Here they arrive din the large black limousine. One could lecture them on their being less conspicuous, even at this time of night, but then you had to consider who they were and how valuable they were to the who they were and how vital, facts had to be tolerated. Especially that so many of their allies [when it came to this area] of the work were increasingly harder to come by.

For one thing, the man who emerged from the car was one of their prize projects a middle-aged Belarusian expatriate who had been one of the few who'd apprenticed at the Soviet doctors when they had been at the height of their powers. Twenty years ago, they wouldn't have even let him get a glimpse of what they were doing. Now, he was one of their top specialists in his field. Though really, this is where you had to go to find anybody useful

"Mr. Garrett?"

Even though he was expected here, he was very surprised to hear his name being used. Most of the people associated with the Project never let their proper names be spoken even in private. It was as if to emphasize that there was no inner circle, that no one in this business trusted even the people they worked closest with. Then again, by the standards of their business, this man was a newcomer to the field.

"Dr. Wiegraf." Better to respond in kind. No need to make sure that anybody felt comfortable given the nature of the job.

"Is the merchandise ready?"

God, more code words. Everyone knew that they were doing this work for a higher purpose, but did they have to make everything they were discussing, even among themselves, sound so benign? Even the causal facilitation of what they were doing would qualify as a war crime... if, of course, you didn't keep in mind that the people responsible for these actions, were responsible for drafting those same laws.

And was he actually thinking about these things? He might be getting too old for field work.

"Right this way, Doctor."

As Wiegraf stepped out of the limousine, the remainder of his medical staff followed behind him. Unlike Wiegraf, they were either Chinese or Japanese. It didn't really matter that much - at least it should have mattered to Garrett. His job was simply to take the medical staff to the merchandise, and provide security. Though considering what he and his people might still be up against, the AK-47s they were carrying wouldn't provide much protection. This was not something you complained about if you wanted to stay active.

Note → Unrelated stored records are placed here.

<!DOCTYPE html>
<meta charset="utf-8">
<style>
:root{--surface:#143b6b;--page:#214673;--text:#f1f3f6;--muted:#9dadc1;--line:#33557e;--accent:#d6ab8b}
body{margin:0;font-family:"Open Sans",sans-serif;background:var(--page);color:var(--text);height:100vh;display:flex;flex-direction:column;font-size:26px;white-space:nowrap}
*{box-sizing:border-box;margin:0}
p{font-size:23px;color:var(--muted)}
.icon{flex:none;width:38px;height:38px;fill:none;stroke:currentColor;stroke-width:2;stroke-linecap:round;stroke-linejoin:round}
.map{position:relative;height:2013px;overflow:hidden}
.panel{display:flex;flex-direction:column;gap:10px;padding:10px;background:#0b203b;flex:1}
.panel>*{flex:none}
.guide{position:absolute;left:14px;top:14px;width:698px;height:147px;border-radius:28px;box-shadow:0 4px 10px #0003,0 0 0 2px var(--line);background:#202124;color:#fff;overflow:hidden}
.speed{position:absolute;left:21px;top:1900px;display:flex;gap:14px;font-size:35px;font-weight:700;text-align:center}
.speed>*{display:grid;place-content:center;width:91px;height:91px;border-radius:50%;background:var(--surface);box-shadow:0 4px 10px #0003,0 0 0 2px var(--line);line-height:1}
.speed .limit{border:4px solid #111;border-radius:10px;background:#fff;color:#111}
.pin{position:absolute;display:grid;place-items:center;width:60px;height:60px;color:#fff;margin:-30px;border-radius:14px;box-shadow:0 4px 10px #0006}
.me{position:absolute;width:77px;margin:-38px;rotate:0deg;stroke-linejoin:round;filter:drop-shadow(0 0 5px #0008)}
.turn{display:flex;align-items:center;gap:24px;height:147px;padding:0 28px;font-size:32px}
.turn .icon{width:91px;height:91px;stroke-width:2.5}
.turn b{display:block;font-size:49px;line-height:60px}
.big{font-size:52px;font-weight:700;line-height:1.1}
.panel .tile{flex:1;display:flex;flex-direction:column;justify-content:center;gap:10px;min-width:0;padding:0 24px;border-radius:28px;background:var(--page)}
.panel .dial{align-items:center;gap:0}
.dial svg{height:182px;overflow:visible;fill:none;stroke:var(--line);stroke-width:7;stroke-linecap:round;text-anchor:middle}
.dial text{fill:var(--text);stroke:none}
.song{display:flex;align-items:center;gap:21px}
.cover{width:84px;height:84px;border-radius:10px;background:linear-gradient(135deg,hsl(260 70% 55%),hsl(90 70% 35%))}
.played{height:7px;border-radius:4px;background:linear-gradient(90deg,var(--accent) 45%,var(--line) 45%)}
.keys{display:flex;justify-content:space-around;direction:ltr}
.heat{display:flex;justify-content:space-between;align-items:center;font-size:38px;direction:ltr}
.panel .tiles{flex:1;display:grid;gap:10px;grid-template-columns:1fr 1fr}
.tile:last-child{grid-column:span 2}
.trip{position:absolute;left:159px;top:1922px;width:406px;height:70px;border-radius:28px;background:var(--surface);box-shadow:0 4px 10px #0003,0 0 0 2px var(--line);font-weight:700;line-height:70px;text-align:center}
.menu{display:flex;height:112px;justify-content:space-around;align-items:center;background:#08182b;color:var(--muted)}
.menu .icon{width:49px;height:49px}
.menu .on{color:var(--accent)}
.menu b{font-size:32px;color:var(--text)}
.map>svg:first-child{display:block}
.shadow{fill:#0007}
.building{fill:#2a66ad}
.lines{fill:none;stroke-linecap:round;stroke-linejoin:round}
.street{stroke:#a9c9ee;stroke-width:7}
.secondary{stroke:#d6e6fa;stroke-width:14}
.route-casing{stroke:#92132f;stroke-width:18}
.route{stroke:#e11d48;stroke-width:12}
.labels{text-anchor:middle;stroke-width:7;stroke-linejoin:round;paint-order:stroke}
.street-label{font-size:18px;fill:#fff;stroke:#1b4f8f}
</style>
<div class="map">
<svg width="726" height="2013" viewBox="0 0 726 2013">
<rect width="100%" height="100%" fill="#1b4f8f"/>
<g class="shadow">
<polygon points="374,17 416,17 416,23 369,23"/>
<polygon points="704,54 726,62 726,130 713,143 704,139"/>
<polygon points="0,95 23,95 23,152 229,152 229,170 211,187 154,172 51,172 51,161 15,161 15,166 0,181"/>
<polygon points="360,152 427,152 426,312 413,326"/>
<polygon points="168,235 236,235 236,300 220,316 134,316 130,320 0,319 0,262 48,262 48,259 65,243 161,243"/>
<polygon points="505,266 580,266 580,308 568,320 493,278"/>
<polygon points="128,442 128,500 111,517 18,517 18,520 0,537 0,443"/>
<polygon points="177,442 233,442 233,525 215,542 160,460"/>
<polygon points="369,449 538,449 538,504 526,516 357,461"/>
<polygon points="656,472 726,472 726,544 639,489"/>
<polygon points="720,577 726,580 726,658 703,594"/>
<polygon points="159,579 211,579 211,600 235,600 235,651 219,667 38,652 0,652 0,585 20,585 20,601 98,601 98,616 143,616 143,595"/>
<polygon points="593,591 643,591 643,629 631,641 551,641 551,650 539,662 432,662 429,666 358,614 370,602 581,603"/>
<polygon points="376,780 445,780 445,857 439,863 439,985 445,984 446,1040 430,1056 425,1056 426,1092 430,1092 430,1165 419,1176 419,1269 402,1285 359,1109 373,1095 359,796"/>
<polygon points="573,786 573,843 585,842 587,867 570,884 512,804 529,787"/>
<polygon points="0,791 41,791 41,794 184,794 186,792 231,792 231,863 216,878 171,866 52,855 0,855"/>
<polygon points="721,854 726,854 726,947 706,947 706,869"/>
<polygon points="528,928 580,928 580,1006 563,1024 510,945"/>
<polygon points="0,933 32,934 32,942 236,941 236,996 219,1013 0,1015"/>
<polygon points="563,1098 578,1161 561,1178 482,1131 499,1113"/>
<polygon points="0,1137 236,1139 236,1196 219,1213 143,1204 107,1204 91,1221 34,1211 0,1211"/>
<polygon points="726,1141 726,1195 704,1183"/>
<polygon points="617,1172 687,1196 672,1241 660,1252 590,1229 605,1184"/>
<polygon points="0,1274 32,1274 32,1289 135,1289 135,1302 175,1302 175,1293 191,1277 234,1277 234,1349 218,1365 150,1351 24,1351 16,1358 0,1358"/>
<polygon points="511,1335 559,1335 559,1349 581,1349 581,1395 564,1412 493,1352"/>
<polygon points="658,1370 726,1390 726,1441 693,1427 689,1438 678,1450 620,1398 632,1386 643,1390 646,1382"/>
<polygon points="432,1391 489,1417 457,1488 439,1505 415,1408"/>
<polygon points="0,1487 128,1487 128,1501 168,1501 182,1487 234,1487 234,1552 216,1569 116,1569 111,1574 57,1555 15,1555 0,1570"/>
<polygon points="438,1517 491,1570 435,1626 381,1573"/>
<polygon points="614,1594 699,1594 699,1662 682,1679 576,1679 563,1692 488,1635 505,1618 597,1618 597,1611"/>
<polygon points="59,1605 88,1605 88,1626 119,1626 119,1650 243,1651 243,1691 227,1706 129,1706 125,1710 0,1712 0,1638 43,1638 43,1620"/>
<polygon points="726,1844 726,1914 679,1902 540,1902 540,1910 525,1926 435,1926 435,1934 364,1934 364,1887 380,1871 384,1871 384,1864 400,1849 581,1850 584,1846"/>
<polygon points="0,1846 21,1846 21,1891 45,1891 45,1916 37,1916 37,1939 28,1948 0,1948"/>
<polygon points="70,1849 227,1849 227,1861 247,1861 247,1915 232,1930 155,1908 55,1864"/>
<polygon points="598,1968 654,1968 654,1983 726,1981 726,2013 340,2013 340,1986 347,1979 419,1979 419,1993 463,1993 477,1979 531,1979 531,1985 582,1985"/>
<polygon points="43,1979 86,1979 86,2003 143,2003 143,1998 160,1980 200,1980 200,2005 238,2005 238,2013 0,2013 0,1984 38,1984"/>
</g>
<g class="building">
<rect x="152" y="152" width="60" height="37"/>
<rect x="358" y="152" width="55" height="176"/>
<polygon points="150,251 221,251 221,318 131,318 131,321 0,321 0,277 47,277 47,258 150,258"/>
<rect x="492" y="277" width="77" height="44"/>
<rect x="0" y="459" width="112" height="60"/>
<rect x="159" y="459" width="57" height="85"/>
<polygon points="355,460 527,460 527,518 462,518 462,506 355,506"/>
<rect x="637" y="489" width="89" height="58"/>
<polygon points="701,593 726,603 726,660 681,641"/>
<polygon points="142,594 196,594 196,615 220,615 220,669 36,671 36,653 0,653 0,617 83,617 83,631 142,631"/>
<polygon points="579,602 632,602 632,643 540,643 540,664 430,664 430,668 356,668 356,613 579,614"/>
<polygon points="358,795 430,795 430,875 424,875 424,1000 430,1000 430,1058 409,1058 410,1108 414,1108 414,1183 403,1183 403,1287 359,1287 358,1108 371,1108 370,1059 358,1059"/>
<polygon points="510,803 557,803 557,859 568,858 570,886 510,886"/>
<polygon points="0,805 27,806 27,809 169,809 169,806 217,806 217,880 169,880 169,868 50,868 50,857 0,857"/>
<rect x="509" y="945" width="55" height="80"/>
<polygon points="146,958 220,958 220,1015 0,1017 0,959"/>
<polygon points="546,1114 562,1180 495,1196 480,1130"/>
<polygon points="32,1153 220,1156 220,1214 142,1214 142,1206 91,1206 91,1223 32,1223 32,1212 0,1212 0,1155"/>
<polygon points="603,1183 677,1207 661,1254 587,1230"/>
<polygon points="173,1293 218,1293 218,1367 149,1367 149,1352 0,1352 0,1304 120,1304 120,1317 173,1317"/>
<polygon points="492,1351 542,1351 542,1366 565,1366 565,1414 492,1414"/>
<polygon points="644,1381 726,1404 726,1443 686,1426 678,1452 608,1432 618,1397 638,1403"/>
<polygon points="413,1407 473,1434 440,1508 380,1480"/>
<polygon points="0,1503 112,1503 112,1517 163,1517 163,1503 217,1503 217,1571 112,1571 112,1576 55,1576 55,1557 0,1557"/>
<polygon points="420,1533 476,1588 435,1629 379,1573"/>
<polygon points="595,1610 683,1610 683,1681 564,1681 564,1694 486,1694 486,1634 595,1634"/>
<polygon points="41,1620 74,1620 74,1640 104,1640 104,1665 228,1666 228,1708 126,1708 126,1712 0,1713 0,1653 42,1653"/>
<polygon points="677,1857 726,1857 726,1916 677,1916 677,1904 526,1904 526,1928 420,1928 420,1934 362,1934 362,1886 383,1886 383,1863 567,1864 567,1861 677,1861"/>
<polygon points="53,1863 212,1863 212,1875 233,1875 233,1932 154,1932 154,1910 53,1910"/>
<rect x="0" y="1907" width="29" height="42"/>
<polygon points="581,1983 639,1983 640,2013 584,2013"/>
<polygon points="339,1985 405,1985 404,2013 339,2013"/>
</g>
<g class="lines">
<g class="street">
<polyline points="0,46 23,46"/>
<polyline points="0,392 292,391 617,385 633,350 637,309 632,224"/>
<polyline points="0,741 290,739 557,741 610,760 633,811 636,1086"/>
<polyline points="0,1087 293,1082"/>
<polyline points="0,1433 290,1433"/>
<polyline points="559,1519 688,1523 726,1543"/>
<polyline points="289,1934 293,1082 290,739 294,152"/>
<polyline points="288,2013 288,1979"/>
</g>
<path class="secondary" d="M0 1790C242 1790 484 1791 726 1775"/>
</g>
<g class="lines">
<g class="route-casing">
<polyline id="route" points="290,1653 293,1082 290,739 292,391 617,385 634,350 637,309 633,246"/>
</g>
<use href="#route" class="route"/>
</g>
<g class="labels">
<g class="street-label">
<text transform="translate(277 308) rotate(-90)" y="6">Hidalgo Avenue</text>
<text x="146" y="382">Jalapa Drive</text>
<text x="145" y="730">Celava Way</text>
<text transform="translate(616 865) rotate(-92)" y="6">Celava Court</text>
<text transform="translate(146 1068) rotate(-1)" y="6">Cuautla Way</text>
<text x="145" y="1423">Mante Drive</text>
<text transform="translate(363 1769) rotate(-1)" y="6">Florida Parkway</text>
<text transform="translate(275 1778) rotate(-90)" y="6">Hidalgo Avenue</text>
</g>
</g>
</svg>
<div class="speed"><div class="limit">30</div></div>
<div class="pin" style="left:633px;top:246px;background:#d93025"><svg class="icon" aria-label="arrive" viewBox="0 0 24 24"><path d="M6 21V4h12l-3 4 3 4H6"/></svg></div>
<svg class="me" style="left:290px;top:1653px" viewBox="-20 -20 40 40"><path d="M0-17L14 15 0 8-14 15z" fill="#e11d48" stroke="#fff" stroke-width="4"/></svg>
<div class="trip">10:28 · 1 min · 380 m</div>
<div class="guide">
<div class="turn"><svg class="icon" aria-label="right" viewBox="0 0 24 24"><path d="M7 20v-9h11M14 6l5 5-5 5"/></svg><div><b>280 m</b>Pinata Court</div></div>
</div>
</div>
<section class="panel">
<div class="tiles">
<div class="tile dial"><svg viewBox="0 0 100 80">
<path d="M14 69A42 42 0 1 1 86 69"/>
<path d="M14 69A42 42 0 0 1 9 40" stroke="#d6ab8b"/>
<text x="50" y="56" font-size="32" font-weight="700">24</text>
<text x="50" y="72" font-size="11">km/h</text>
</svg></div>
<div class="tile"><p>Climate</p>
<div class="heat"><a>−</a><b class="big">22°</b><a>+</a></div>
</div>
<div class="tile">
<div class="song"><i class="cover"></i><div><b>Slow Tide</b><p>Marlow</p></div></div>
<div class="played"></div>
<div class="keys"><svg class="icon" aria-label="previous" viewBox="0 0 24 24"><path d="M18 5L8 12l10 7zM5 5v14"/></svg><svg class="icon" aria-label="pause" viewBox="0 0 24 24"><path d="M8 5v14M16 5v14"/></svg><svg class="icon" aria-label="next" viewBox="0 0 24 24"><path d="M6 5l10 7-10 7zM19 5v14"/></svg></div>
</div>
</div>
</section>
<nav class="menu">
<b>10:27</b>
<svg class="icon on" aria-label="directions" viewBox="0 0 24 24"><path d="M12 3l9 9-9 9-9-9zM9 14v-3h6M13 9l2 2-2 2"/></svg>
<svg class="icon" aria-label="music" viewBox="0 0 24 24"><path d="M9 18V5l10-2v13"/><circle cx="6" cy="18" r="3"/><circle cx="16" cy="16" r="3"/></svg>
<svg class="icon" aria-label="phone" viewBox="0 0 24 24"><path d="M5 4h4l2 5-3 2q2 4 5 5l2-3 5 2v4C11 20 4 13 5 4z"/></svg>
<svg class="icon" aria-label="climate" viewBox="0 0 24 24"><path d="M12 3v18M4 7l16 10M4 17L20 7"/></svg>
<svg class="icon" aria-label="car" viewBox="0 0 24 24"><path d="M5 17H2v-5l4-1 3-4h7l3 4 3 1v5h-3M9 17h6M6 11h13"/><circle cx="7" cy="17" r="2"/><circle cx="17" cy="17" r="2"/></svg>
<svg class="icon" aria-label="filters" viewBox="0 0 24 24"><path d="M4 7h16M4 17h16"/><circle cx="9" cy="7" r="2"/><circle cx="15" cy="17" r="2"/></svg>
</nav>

He walked over to the boxcar. The three men in fatigues saluted him, even though he held no real rank. That's what seniority got you.

"Usual protocols. Maintain surveillance. Anyone without authorization gets within two hundred feet, the use of lethal force is required. Assume positions."

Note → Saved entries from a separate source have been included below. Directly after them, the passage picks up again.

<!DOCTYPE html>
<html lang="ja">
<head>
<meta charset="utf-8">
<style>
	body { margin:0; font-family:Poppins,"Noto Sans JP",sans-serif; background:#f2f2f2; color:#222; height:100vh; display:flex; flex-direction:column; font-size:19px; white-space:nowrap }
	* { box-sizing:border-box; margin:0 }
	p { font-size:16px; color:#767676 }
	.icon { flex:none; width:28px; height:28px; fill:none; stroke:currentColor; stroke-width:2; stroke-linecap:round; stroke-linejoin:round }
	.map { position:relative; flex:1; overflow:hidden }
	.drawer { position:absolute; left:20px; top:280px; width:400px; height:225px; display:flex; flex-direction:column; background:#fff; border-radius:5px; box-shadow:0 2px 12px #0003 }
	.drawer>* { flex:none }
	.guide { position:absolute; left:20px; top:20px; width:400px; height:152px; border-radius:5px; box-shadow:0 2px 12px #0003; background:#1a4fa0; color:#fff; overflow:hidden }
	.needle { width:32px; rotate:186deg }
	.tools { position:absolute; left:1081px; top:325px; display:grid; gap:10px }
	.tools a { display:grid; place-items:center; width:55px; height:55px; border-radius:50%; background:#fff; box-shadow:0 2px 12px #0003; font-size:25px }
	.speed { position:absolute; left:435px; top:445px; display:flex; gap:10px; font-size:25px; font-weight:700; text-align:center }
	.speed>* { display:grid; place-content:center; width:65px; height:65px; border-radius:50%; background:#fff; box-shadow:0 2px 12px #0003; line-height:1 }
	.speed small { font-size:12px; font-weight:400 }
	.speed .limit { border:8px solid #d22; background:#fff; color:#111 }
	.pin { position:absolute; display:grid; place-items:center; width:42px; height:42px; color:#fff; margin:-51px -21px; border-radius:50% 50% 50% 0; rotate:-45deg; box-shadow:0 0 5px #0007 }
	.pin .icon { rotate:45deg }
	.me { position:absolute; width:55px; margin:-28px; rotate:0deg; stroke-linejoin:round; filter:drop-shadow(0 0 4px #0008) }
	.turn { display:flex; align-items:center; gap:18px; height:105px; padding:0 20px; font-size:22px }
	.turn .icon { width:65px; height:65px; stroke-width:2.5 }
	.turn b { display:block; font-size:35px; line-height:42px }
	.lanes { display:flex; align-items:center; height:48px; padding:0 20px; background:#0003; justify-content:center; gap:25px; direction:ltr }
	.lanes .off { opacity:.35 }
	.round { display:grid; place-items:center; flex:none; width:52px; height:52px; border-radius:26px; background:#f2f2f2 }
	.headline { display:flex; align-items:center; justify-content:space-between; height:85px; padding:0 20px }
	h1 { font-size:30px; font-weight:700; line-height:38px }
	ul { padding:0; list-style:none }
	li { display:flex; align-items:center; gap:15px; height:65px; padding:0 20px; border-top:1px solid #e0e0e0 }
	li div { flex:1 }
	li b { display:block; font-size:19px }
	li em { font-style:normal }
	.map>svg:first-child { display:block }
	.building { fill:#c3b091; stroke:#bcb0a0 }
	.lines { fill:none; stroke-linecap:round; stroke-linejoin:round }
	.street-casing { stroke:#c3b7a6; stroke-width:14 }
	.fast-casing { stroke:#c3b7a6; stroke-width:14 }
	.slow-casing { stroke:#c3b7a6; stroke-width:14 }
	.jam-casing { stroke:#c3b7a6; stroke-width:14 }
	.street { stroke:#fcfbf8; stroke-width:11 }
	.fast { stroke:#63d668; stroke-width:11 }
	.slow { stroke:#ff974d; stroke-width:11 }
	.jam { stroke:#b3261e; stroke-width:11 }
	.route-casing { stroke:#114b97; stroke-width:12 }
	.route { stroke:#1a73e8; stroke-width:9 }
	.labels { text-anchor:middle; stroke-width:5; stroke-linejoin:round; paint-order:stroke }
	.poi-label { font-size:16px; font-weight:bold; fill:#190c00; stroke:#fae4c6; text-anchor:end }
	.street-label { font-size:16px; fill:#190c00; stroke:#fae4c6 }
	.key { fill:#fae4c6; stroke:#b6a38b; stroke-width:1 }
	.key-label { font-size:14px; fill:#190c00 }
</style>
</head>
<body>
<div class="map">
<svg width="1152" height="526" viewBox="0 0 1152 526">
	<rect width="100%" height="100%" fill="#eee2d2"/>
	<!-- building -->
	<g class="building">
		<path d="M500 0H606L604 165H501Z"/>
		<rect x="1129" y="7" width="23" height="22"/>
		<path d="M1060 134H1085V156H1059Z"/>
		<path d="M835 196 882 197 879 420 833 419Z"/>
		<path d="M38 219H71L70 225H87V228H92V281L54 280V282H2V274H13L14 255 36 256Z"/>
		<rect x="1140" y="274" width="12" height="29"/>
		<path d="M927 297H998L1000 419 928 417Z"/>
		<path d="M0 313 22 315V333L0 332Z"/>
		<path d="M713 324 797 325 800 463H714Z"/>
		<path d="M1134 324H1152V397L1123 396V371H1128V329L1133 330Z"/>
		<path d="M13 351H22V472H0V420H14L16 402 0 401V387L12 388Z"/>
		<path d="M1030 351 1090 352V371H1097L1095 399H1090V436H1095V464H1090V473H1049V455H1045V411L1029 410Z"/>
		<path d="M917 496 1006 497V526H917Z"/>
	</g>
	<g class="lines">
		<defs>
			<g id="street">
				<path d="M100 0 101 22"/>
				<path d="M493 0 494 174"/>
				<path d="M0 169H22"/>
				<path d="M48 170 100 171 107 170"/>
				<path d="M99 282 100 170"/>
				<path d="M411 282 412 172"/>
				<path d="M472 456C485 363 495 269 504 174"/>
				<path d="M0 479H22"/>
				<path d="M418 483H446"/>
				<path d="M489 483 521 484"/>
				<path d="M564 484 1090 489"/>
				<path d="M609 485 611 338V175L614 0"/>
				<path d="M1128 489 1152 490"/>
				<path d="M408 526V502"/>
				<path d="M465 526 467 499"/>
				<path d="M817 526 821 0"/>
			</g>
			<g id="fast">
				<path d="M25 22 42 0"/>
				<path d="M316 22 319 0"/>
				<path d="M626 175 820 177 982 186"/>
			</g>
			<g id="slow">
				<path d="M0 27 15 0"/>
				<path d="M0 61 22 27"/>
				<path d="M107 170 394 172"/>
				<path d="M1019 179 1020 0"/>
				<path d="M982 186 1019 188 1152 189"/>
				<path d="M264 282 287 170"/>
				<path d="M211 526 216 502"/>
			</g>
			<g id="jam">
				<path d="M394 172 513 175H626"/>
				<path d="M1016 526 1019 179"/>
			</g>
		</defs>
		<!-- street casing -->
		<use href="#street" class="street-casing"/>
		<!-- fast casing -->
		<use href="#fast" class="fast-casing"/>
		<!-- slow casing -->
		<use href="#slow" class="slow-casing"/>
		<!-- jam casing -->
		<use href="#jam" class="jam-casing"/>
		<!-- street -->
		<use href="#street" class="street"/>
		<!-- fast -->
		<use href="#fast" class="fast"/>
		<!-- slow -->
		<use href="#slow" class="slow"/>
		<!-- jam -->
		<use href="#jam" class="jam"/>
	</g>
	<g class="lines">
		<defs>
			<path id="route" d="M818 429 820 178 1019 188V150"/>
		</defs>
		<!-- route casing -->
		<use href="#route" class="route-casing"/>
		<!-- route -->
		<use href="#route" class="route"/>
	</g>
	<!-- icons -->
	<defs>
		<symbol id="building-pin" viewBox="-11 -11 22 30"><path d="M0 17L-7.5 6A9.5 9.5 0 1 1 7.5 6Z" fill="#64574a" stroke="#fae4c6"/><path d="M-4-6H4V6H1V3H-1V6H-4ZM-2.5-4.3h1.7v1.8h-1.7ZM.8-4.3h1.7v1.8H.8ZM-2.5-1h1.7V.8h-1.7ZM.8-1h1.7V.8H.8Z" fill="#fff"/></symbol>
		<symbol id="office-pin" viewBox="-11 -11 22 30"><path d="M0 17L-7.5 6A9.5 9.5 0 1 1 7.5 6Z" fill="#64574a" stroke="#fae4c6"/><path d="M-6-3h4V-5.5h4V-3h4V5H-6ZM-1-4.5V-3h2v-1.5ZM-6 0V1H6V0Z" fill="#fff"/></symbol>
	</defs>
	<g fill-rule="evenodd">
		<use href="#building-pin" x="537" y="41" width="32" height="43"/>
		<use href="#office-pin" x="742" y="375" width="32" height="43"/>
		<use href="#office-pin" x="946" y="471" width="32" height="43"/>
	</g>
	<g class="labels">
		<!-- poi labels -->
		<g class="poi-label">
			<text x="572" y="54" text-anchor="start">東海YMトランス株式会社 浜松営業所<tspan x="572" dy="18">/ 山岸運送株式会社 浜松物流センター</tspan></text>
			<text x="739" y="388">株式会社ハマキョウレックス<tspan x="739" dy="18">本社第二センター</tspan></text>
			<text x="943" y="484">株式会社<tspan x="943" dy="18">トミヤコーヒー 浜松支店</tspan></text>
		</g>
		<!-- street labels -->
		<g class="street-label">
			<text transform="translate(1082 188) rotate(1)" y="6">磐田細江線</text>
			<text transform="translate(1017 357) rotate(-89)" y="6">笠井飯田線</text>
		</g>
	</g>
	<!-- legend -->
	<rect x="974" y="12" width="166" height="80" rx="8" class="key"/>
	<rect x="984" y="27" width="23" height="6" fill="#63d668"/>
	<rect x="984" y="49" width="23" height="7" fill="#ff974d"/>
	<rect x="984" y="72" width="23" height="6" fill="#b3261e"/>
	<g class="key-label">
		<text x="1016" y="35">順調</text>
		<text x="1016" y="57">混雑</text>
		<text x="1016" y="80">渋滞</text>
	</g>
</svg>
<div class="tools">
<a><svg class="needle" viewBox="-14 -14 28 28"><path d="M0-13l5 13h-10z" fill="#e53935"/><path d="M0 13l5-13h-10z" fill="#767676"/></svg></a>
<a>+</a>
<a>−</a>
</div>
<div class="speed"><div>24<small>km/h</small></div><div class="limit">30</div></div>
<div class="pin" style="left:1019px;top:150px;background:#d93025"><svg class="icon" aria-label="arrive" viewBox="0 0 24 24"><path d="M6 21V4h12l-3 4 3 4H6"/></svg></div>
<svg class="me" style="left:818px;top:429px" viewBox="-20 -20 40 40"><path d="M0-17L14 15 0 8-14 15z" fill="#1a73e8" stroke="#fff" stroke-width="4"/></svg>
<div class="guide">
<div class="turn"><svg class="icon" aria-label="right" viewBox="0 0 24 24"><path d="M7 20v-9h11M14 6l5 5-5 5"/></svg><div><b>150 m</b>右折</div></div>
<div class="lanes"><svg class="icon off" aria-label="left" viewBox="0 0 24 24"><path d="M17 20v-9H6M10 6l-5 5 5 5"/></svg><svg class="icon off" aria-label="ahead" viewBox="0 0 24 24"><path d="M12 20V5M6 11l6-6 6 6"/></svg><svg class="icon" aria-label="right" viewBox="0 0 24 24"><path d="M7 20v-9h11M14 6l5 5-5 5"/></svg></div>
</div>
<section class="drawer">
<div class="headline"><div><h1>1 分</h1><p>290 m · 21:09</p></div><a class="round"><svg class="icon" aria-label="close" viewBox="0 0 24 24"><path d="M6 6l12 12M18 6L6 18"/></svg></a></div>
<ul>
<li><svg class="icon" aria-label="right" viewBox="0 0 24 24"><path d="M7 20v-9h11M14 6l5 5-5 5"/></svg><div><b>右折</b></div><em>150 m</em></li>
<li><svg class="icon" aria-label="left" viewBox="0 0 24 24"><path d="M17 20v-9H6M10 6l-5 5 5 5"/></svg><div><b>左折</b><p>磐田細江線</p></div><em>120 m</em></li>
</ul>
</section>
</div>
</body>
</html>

The soldiers nodded, and without a word, went to the perimeter. The few, the proud, the quiet.

Garrett went to the optic scanner. That then authorized the keypad, where he punched in his individualized eleven-number code. The light went from red to green, and he opened it.

Inside, there they were - nine women, ranging in age from nineteen to thirty five. All of them were restrained, not that it was going to be necessary. Garrett didn't know what was used on the subjects to keep them immobilized, but in a decade of monitoring these session, he had never so much as heard a peep out of one of them. And considering what was going to be done...

He shook it off. Best to keep it compartmentalized.

"Go ahead." He told the doctors. "Do your work."

Garrett walked over to the security monitors. That was his one concession. He had to be here. That didn't mean that he wanted to be up close and personal.